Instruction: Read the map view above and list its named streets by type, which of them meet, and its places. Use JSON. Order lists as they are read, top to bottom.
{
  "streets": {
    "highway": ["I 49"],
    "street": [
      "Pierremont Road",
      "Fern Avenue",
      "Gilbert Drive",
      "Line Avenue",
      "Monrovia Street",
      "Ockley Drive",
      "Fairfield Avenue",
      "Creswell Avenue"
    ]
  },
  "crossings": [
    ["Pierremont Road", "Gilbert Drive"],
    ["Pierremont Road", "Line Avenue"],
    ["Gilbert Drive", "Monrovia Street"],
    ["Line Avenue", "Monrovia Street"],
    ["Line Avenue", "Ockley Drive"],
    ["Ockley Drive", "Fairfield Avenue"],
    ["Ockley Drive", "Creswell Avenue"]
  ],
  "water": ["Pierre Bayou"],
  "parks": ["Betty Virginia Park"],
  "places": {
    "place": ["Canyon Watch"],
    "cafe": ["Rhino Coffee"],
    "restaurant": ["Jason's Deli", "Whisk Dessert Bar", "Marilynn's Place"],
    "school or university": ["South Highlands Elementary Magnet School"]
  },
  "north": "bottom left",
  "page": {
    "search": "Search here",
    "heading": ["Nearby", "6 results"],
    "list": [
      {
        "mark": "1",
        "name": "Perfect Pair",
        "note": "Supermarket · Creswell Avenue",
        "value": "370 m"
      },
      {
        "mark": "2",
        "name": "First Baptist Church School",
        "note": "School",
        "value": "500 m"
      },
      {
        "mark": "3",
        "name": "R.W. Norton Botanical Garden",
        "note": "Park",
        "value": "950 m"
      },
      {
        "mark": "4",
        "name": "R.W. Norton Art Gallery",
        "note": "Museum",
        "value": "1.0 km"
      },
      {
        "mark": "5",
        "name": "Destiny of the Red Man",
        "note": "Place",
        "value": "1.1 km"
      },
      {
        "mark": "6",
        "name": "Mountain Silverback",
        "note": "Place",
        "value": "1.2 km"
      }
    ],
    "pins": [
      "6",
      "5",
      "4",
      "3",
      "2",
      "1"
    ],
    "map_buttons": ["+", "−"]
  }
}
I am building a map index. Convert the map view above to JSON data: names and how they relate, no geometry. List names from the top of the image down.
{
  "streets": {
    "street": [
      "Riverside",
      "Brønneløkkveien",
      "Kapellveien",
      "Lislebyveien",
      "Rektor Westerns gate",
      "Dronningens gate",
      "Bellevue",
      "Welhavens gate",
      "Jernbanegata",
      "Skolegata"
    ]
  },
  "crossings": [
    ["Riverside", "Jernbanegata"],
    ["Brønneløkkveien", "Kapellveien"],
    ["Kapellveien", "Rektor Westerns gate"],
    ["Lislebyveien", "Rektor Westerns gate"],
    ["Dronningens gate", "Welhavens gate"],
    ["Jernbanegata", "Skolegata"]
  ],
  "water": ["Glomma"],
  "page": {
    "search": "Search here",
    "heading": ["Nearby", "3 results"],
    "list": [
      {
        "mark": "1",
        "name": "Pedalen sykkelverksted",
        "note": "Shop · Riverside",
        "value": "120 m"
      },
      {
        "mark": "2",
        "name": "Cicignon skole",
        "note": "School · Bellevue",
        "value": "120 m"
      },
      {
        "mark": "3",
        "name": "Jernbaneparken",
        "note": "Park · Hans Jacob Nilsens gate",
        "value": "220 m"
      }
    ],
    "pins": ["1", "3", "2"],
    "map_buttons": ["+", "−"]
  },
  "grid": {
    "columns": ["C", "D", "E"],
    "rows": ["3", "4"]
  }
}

WHAT YOU SHOULD DO:
Work out the number of lines in the records that contain the string "Rektor". Nothing but that number should be sent back.

ANSWER BELOW:
3